*What you have to do:* If a line in the data holds the string "Третьяковская", list it.

*Stored data:*
● ● ● ●

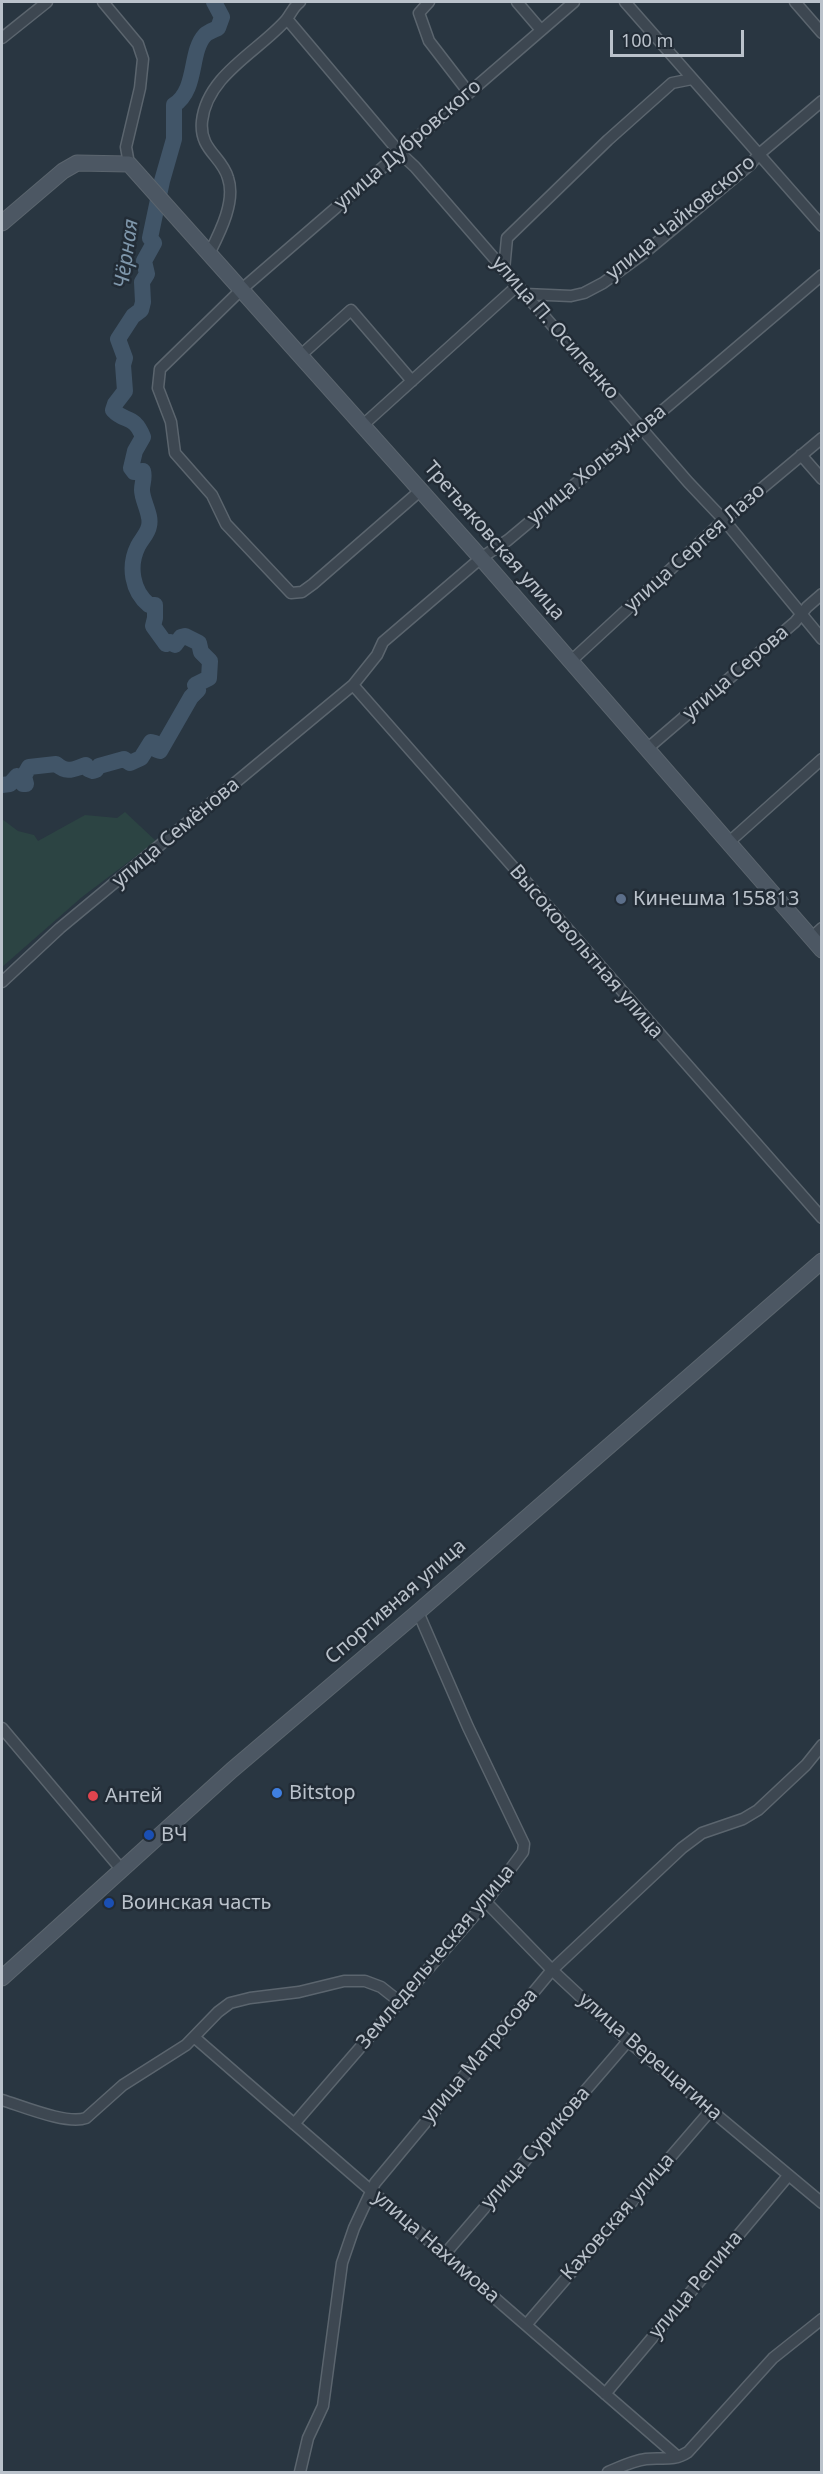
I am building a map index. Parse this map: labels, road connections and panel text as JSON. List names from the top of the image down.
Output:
{
  "streets": {
    "street": [
      "улица Дубровского",
      "улица Чайковского",
      "улица П. Осипенко",
      "улица Хользунова",
      "Третьяковская улица",
      "улица Сергея Лазо",
      "улица Серова",
      "улица Семёнова",
      "Высоковольтная улица",
      "Спортивная улица",
      "Земледельческая улица",
      "улица Матросова",
      "улица Верещагина",
      "улица Сурикова",
      "Каховская улица",
      "улица Нахимова",
      "улица Репина"
    ]
  },
  "crossings": [
    ["улица Дубровского", "улица П. Осипенко"],
    ["улица Дубровского", "Третьяковская улица"],
    ["улица Чайковского", "улица П. Осипенко"],
    ["улица П. Осипенко", "улица Хользунова"],
    ["улица П. Осипенко", "улица Сергея Лазо"],
    ["улица П. Осипенко", "улица Серова"],
    ["улица Хользунова", "Третьяковская улица"],
    ["улица Хользунова", "улица Семёнова"],
    ["улица Хользунова", "Высоковольтная улица"],
    ["Третьяковская улица", "улица Сергея Лазо"],
    ["Третьяковская улица", "улица Серова"],
    ["улица Семёнова", "Высоковольтная улица"],
    ["Спортивная улица", "Земледельческая улица"],
    ["Земледельческая улица", "улица Верещагина"],
    ["Земледельческая улица", "улица Нахимова"],
    ["улица Матросова", "улица Верещагина"],
    ["улица Матросова", "улица Нахимова"],
    ["улица Верещагина", "улица Сурикова"],
    ["улица Верещагина", "Каховская улица"],
    ["улица Верещагина", "улица Репина"],
    ["улица Сурикова", "улица Нахимова"],
    ["Каховская улица", "улица Нахимова"],
    ["улица Нахимова", "улица Репина"]
  ],
  "water": ["Чёрная"],
  "places": [
    "Кинешма 155813",
    "Bitstop",
    "Антей",
    "ВЧ",
    "Воинская часть"
  ],
  "scale_bar": "100 m"
}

● ● ● ●

*Exercise output:*
      "Третьяковская улица",
    ["улица Дубровского", "Третьяковская улица"],
    ["улица Хользунова", "Третьяковская улица"],
    ["Третьяковская улица", "улица Сергея Лазо"],
    ["Третьяковская улица", "улица Серова"],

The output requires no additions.